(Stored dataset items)

______

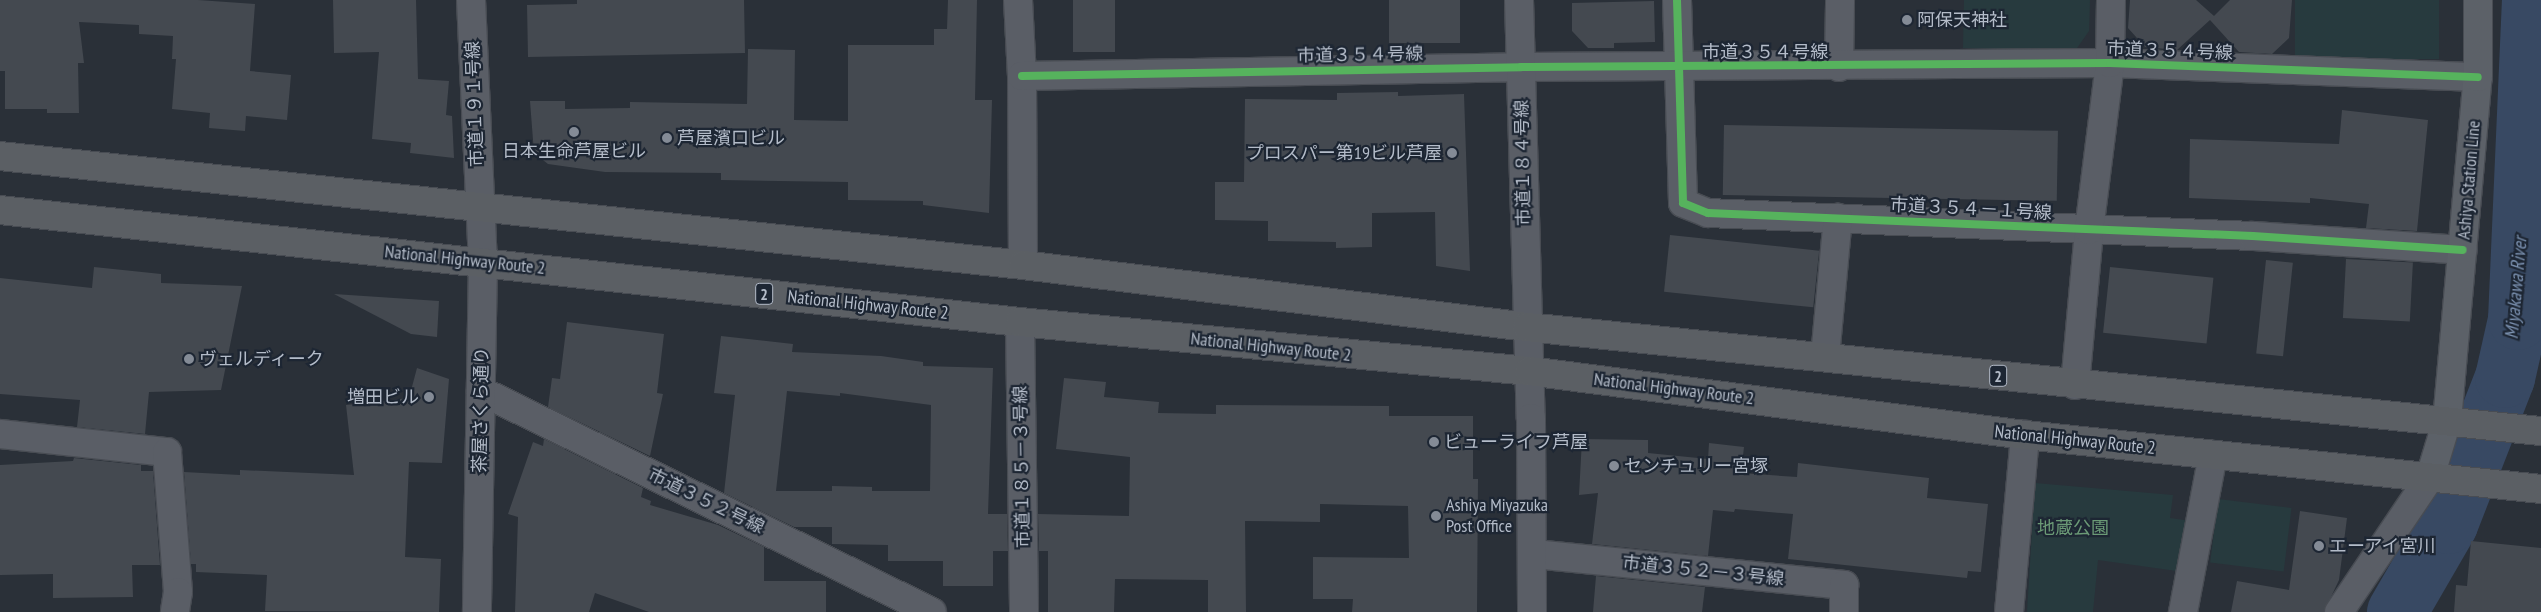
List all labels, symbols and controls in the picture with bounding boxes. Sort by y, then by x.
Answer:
place label: 阿保天神社 [1917,9,2007,31]
marker: 阿保天神社 [1901,14,1913,26]
street label: 市道３５４号線 [2107,38,2233,64]
street label: 市道１９１号線 [462,41,488,167]
street label: 市道３５４号線 [1702,41,1828,63]
street label: 市道３５４号線 [1297,43,1423,67]
street label: 市道１８４号線 [1511,100,1535,226]
street label: Ashiya Station Line [2453,120,2485,240]
marker: 日本生命芦屋ビル [568,126,580,138]
place label: 芦屋濱口ビル [677,127,785,149]
marker: 芦屋濱口ビル [661,132,673,144]
place label: 日本生命芦屋ビル [502,140,646,162]
place label: プロスパー第19ビル芦屋 [1246,142,1442,164]
marker: プロスパー第19ビル芦屋 [1446,147,1458,159]
street label: 市道３５４－１号線 [1890,194,2052,224]
water label: Miyakawa River [2500,236,2532,340]
street label: National Highway Route 2 [383,241,547,279]
road number: 2 [754,280,774,308]
street label: National Highway Route 2 [786,286,950,324]
street label: National Highway Route 2 [1189,328,1353,366]
street label: 茶屋さくら通り [469,347,493,473]
place label: ヴェルディーク [199,348,325,370]
marker: ヴェルディーク [183,353,195,365]
road number: 2 [1988,362,2008,390]
street label: National Highway Route 2 [1592,368,1756,410]
place label: 増田ビル [347,386,419,408]
street label: 市道１８５－３号線 [1010,386,1034,548]
marker: 増田ビル [423,391,435,403]
street label: National Highway Route 2 [1993,421,2157,459]
place label: ビューライフ芦屋 [1444,431,1588,453]
marker: ビューライフ芦屋 [1428,436,1440,448]
place label: センチュリー宮塚 [1624,455,1768,477]
marker: センチュリー宮塚 [1608,460,1620,472]
street label: 市道３５２号線 [645,464,767,538]
place label: Ashiya Miyazuka Post Office [1446,495,1548,538]
marker: Ashiya Miyazuka Post Office [1430,510,1442,522]
park label: 地蔵公園 [2037,517,2109,539]
place label: エーアイ宮川 [2329,535,2437,557]
marker: エーアイ宮川 [2313,540,2325,552]
street label: 市道３５２－３号線 [1621,552,1785,590]

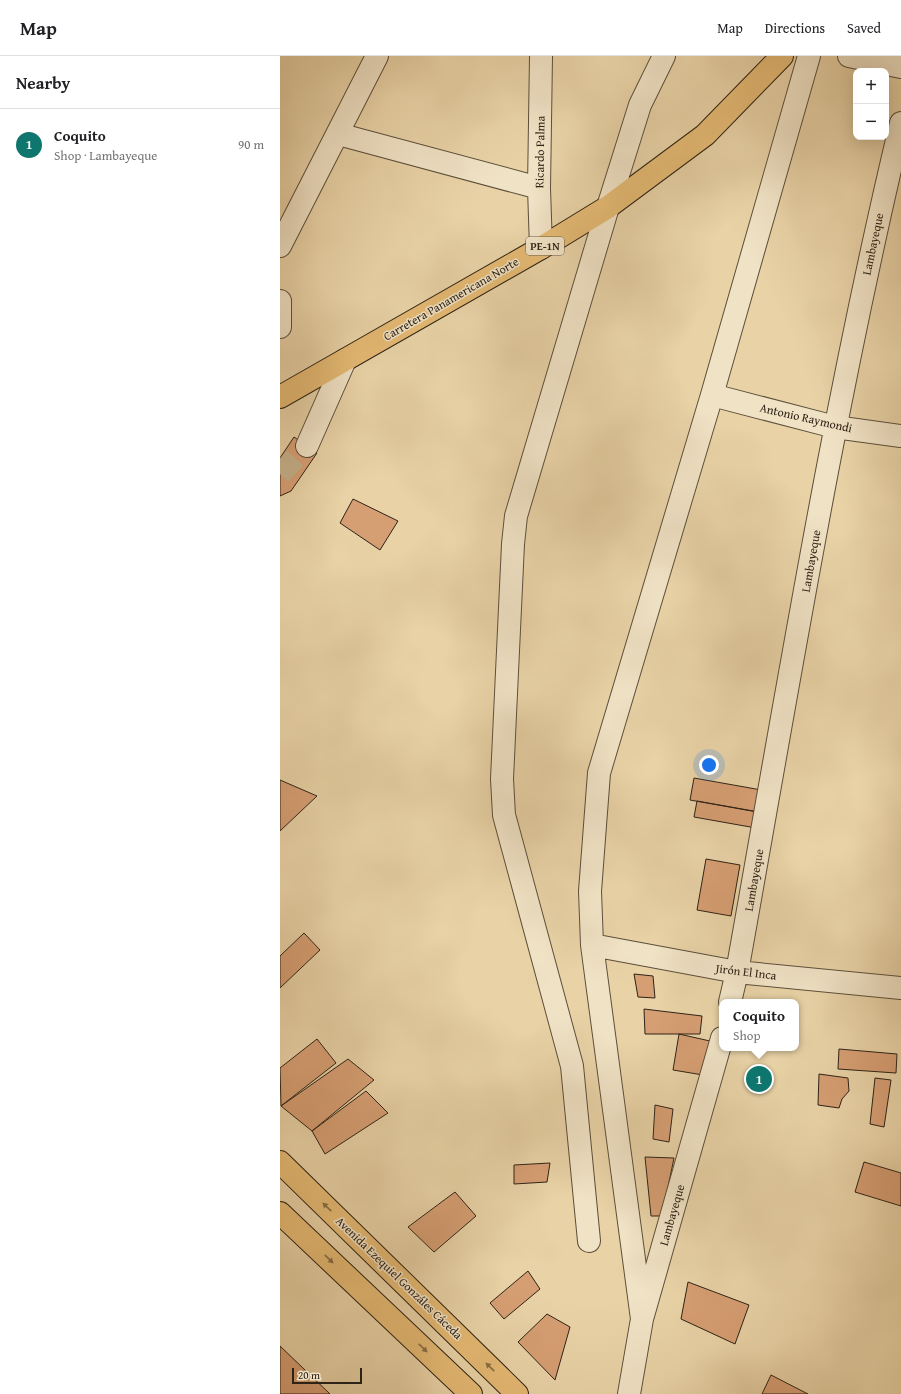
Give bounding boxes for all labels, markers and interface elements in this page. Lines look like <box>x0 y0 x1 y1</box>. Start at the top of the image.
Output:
text: Map <box>20 14 57 42</box>
text: Map <box>717 18 743 38</box>
text: Directions <box>765 18 825 38</box>
text: Saved <box>847 18 881 38</box>
map controls <box>853 68 889 140</box>
button: + <box>853 68 889 104</box>
text: Nearby <box>16 70 70 95</box>
button: − <box>853 104 889 140</box>
street label: Ricardo Palma <box>530 115 549 188</box>
text: Coquito <box>54 125 106 146</box>
text: 1 <box>26 135 32 154</box>
text: 90 m <box>238 135 264 154</box>
text: Shop · Lambayeque <box>54 146 157 165</box>
street label: Lambayeque <box>858 211 887 276</box>
road number: PE-1N <box>526 237 564 255</box>
street label: Carretera Panamericana Norte <box>380 253 522 344</box>
street label: Antonio Raymondi <box>758 399 855 437</box>
street label: Lambayeque <box>797 528 824 593</box>
your location <box>699 755 719 775</box>
street label: Lambayeque <box>740 847 767 912</box>
street label: Jirón El Inca <box>713 959 778 984</box>
popup <box>719 999 799 1051</box>
text: Coquito <box>733 1005 785 1026</box>
text: Shop <box>733 1026 760 1045</box>
pin: 1 <box>746 1064 772 1094</box>
street label: Lambayeque <box>655 1182 688 1247</box>
one-way arrow <box>321 1203 332 1212</box>
street label: Avenida Ezequiel Gonzáles Cáceda <box>332 1212 467 1343</box>
one-way arrow <box>324 1254 333 1263</box>
one-way arrow <box>418 1344 428 1353</box>
one-way arrow <box>485 1362 495 1372</box>
scale bar <box>292 1366 362 1385</box>
text: 20 m <box>298 1367 320 1383</box>

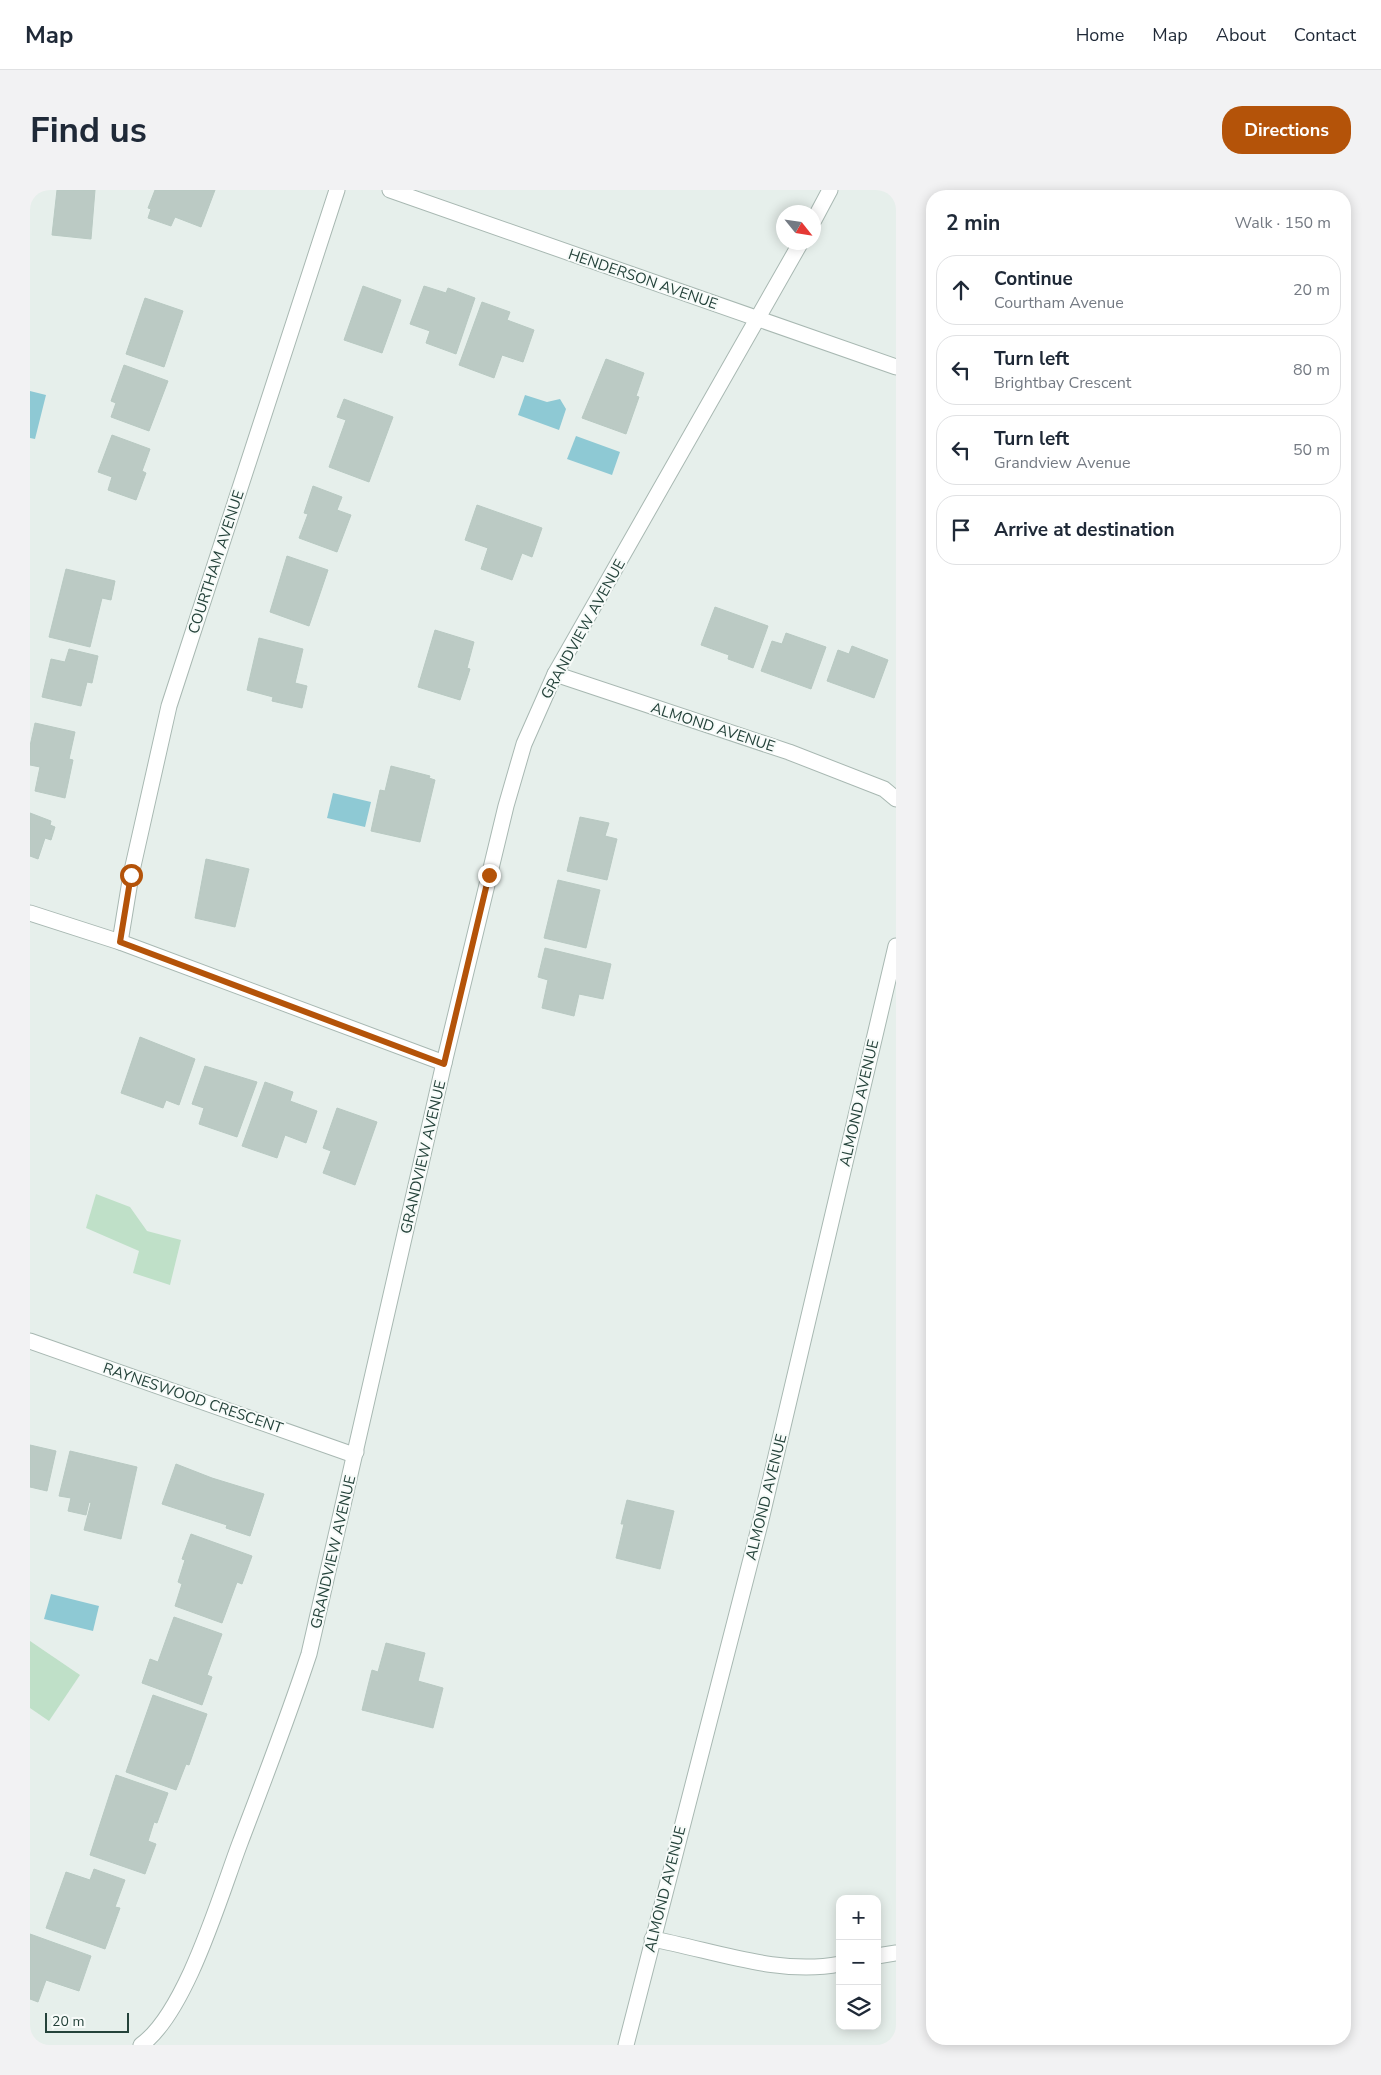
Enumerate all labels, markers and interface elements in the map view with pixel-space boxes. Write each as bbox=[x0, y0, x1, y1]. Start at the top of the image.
text: Map bbox=[25, 19, 73, 51]
text: Home bbox=[1076, 23, 1124, 47]
text: Map bbox=[1152, 23, 1188, 47]
text: About bbox=[1216, 23, 1266, 47]
text: Contact bbox=[1294, 23, 1356, 47]
button: Directions bbox=[1222, 106, 1351, 154]
text: Find us bbox=[30, 107, 147, 154]
north arrow bbox=[776, 205, 821, 250]
text: 2 min bbox=[946, 209, 1000, 237]
text: Walk · 150 m bbox=[1235, 212, 1331, 234]
street label: HENDERSON AVENUE bbox=[566, 244, 720, 314]
text: Continue bbox=[994, 266, 1073, 292]
icon: ahead bbox=[947, 276, 975, 304]
text: 20 m bbox=[1293, 279, 1330, 301]
text: Courtham Avenue bbox=[994, 292, 1124, 314]
text: Turn left bbox=[994, 346, 1069, 372]
icon: left bbox=[947, 356, 975, 384]
text: 80 m bbox=[1293, 359, 1330, 381]
text: Brightbay Crescent bbox=[994, 372, 1131, 394]
text: Turn left bbox=[994, 426, 1069, 452]
icon: left bbox=[947, 436, 975, 464]
text: 50 m bbox=[1293, 439, 1330, 461]
text: Grandview Avenue bbox=[994, 452, 1131, 474]
street label: COURTHAM AVENUE bbox=[183, 488, 249, 636]
icon: arrive bbox=[947, 516, 975, 544]
text: Arrive at destination bbox=[994, 517, 1175, 543]
street label: GRANDVIEW AVENUE bbox=[536, 556, 630, 702]
street label: ALMOND AVENUE bbox=[648, 697, 778, 757]
route start bbox=[120, 864, 143, 887]
route end bbox=[478, 864, 501, 887]
street label: ALMOND AVENUE bbox=[835, 1038, 883, 1168]
street label: GRANDVIEW AVENUE bbox=[396, 1078, 450, 1236]
street label: RAYNESWOOD CRESCENT bbox=[100, 1358, 286, 1438]
street label: ALMOND AVENUE bbox=[741, 1432, 791, 1562]
street label: GRANDVIEW AVENUE bbox=[306, 1473, 360, 1631]
street label: ALMOND AVENUE bbox=[640, 1824, 690, 1954]
map controls bbox=[836, 1895, 881, 2030]
button: + bbox=[836, 1895, 881, 1940]
button: − bbox=[836, 1940, 881, 1985]
button: layers bbox=[836, 1985, 881, 2030]
scale bar bbox=[45, 2010, 129, 2033]
text: 20 m bbox=[52, 2012, 84, 2031]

______

◆ **WORK TO COMPLETE**
Whenever a line above contains "icon", copy that line.

◆ **EXERCISE RESULT**
icon: ahead bbox=[947, 276, 975, 304]
icon: left bbox=[947, 356, 975, 384]
icon: left bbox=[947, 436, 975, 464]
icon: arrive bbox=[947, 516, 975, 544]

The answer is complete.